→ **Exercise details**: Every line in the data below that has the word "Extract" should be returned.

→ **Supplied records**:
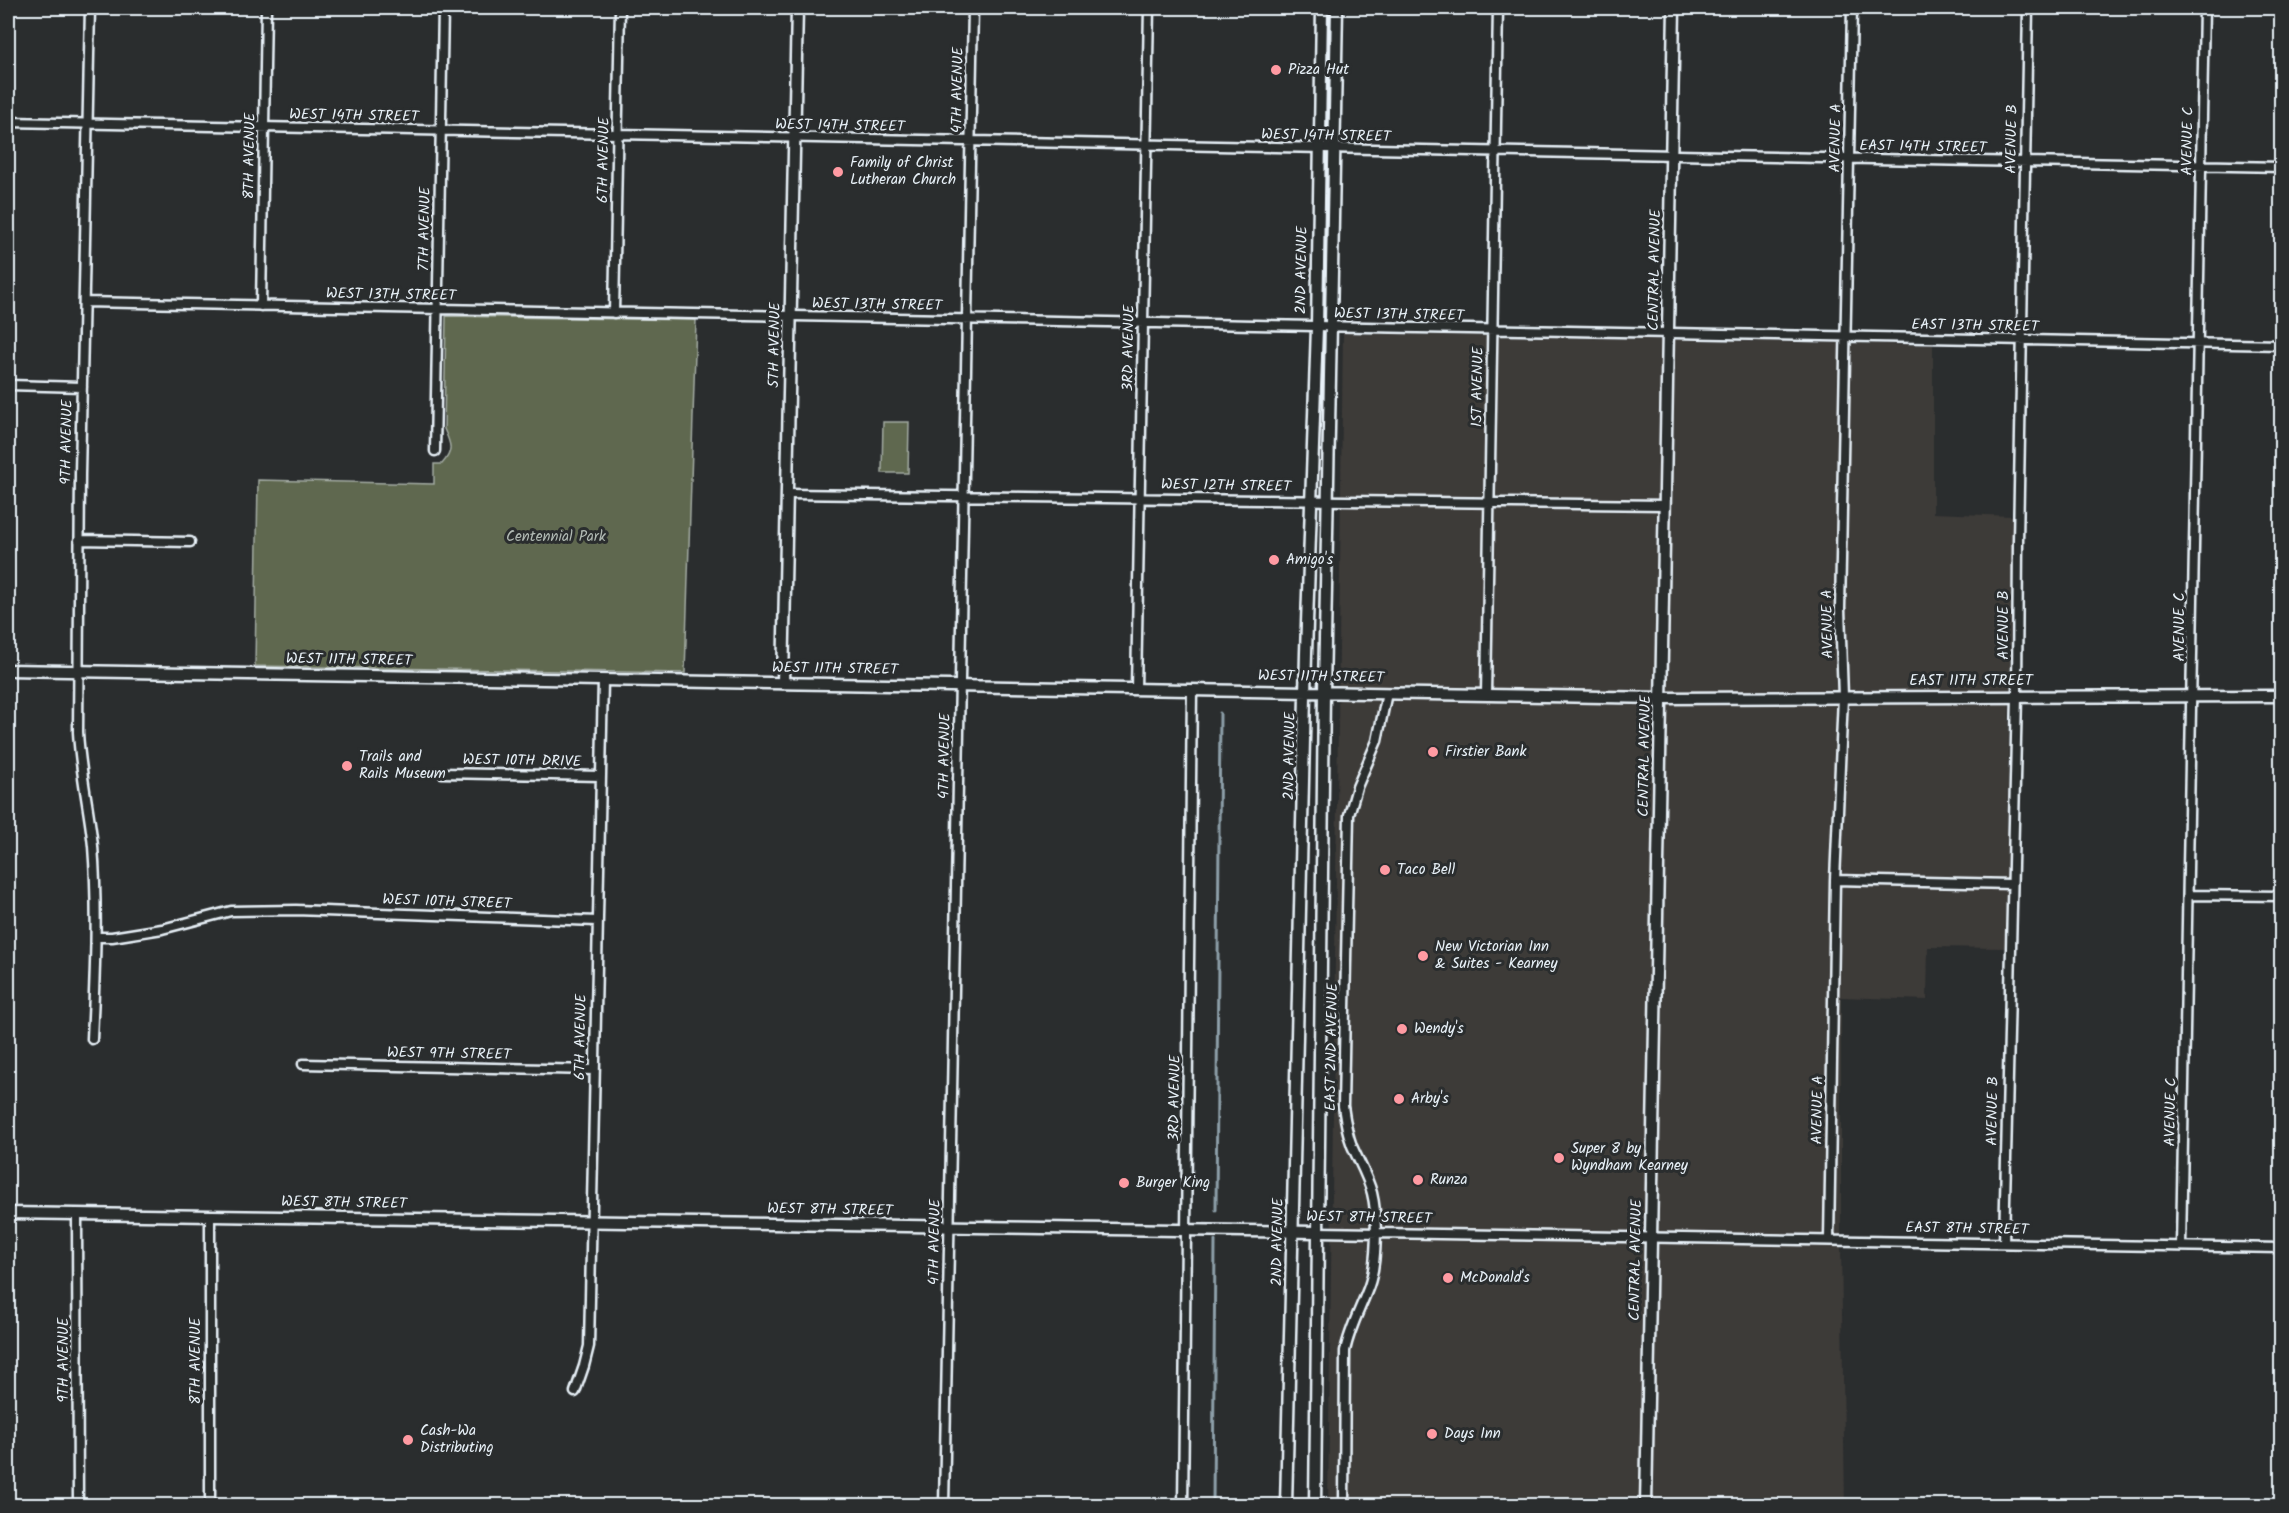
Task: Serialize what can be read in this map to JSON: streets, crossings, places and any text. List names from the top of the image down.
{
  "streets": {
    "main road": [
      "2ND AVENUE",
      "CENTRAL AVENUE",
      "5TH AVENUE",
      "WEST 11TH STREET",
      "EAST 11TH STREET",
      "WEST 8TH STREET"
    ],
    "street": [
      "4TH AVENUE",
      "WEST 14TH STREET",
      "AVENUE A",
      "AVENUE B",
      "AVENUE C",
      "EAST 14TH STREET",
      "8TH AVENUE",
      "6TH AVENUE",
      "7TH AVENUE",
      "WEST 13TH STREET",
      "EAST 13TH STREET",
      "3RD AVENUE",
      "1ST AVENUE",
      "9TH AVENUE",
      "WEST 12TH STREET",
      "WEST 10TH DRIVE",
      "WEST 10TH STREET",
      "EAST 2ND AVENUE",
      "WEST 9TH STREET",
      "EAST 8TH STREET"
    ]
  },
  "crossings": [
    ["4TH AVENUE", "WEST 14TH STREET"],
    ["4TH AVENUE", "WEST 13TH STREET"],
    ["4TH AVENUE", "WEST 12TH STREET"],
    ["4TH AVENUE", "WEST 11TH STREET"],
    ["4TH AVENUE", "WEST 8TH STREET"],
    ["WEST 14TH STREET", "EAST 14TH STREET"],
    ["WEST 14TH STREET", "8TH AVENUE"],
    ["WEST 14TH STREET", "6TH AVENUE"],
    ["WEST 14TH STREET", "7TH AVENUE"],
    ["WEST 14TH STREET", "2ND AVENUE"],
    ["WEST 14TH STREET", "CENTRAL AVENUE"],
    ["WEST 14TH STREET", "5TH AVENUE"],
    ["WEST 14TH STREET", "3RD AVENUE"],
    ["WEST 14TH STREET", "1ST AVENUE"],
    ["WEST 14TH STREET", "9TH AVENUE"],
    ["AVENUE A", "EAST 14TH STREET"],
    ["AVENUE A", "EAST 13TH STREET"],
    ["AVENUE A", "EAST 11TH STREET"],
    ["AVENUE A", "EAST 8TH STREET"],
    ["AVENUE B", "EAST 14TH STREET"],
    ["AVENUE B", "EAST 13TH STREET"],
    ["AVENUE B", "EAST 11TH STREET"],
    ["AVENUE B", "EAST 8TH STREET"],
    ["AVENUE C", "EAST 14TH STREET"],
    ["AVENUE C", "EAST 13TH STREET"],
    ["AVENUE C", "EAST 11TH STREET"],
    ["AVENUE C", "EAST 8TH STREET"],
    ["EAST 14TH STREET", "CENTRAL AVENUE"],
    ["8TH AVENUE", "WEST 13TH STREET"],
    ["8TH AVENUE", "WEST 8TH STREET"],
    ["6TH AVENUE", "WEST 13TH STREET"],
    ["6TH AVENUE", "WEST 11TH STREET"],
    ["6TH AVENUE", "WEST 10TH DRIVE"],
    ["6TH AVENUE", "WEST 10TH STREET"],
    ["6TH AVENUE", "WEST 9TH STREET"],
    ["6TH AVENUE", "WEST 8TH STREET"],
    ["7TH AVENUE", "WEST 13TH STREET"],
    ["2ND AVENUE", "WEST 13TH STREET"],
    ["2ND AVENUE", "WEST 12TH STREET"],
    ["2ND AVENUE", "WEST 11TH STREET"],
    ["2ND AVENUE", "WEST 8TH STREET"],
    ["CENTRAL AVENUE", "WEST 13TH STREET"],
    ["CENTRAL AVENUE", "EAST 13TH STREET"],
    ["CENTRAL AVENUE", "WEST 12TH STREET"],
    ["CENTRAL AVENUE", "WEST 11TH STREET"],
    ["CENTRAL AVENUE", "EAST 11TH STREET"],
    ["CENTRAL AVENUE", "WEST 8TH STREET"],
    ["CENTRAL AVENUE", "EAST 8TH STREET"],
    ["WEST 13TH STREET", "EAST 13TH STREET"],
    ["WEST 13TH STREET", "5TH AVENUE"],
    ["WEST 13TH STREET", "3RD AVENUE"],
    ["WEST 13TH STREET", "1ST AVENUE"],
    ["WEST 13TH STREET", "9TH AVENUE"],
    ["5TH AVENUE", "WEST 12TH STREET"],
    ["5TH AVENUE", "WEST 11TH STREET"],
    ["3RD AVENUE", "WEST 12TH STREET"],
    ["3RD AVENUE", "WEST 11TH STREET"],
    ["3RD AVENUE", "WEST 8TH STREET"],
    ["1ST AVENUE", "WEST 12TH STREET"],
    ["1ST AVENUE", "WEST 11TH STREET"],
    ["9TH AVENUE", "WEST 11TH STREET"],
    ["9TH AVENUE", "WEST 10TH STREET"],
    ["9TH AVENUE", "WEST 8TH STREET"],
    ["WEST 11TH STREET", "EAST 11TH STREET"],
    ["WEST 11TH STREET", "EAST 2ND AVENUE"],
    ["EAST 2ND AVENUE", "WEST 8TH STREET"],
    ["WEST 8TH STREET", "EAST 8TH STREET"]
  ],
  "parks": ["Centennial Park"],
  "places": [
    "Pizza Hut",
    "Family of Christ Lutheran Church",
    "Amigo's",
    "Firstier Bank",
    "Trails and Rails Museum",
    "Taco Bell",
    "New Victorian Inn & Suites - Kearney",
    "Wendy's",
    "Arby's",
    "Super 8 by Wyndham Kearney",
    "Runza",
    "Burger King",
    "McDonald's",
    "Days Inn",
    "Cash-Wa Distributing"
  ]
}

...

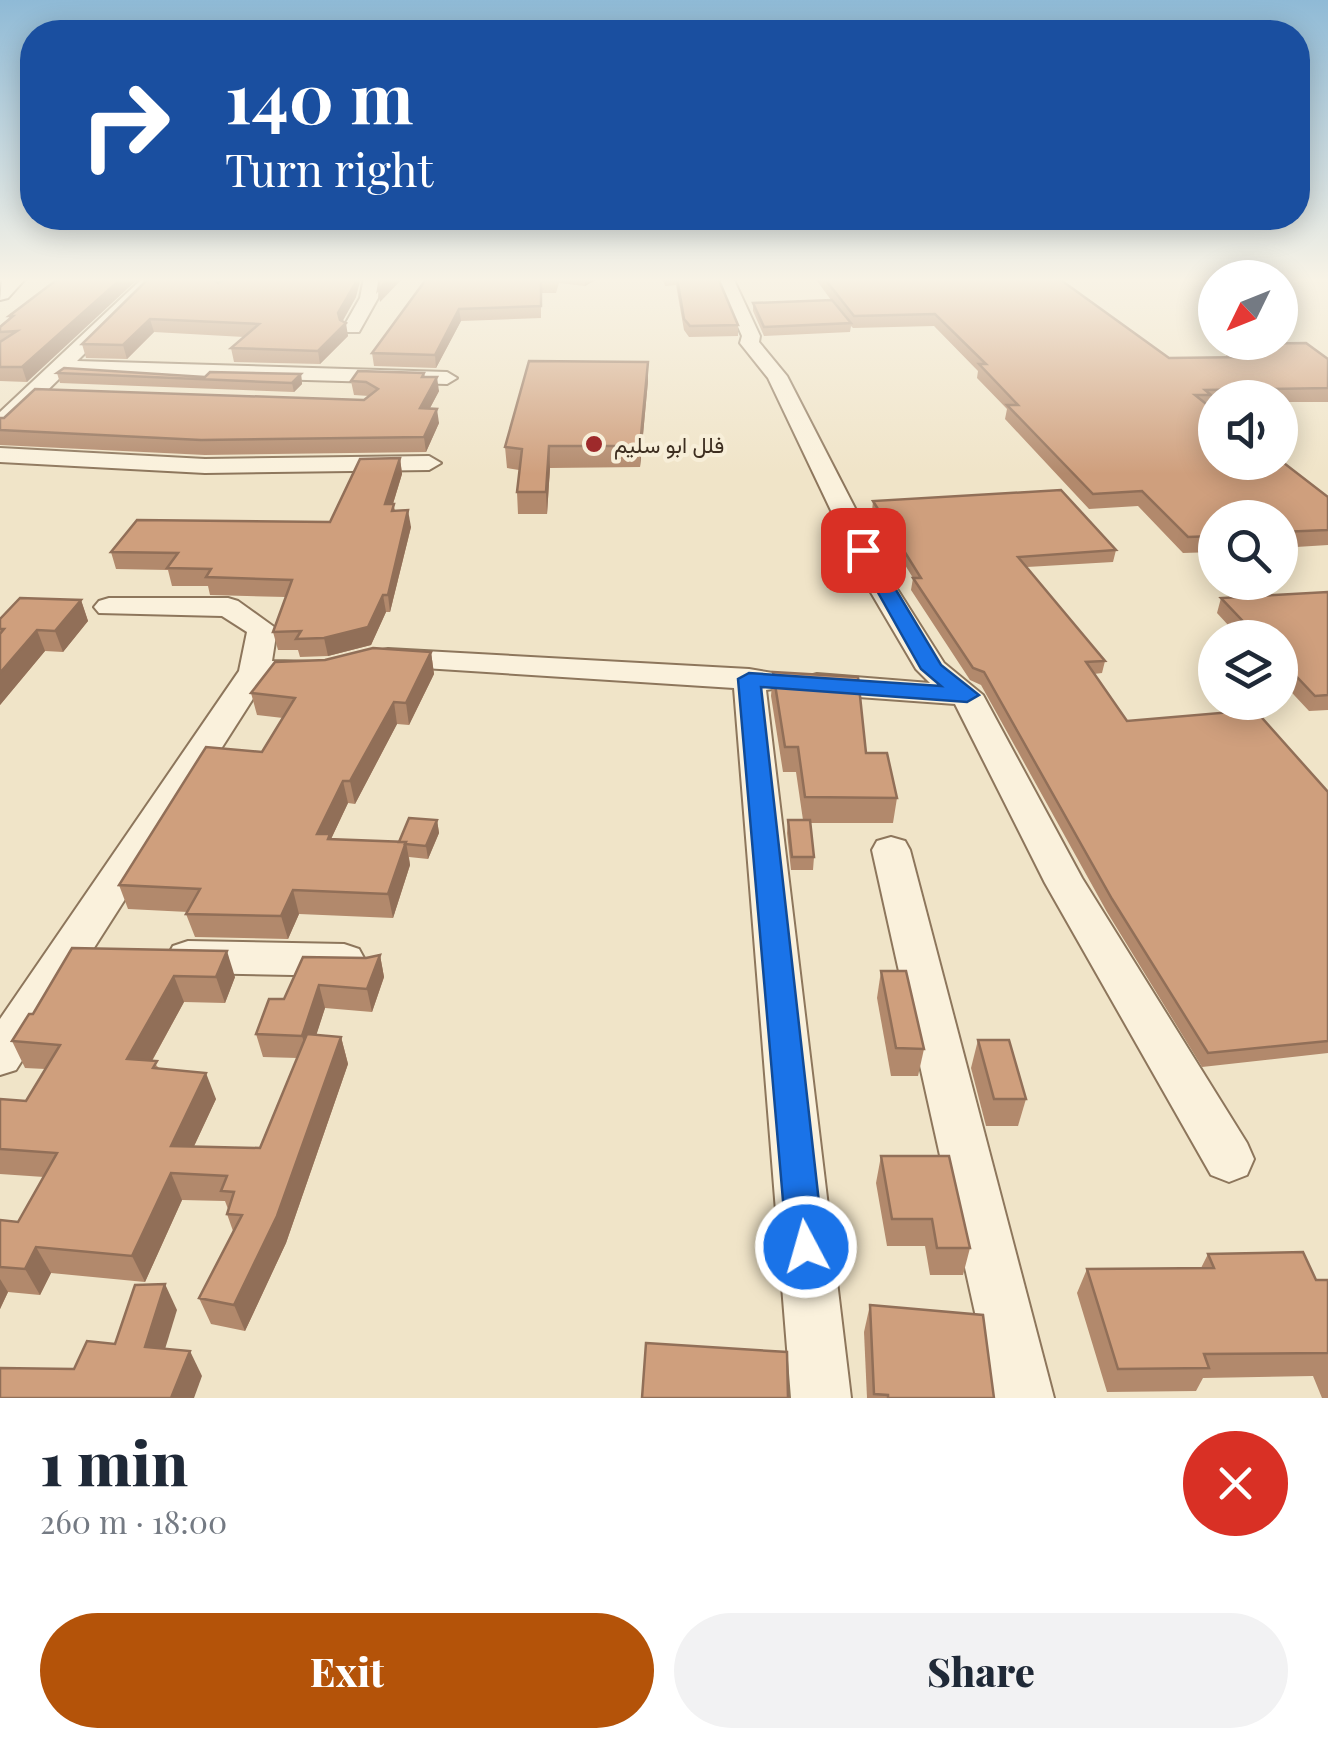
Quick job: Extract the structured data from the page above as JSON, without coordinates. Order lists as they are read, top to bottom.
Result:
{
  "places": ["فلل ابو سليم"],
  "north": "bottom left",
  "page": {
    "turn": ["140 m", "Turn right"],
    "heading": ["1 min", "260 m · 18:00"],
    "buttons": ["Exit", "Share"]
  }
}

...

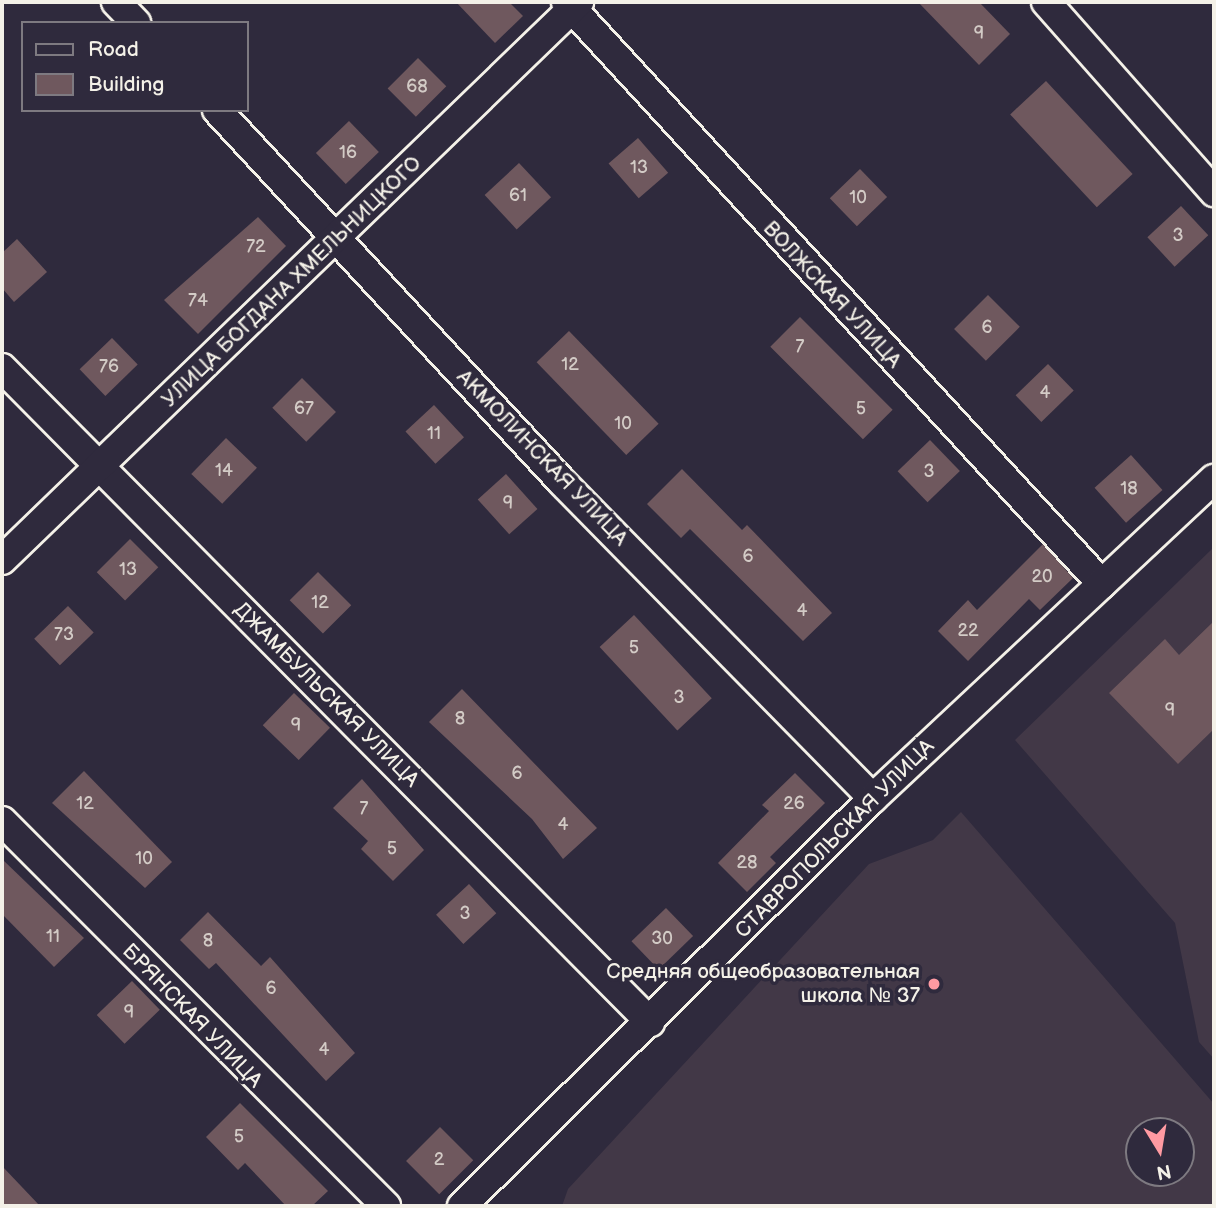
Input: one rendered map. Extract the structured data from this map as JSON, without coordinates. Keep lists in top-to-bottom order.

→ **Output**:
Quick job: Extract the structured data from the page above as JSON, without coordinates. Order lists as they are read, top to bottom.
Input: one rendered map. Extract the structured data from this map as JSON, without coordinates. Keep lists in top-to-bottom order.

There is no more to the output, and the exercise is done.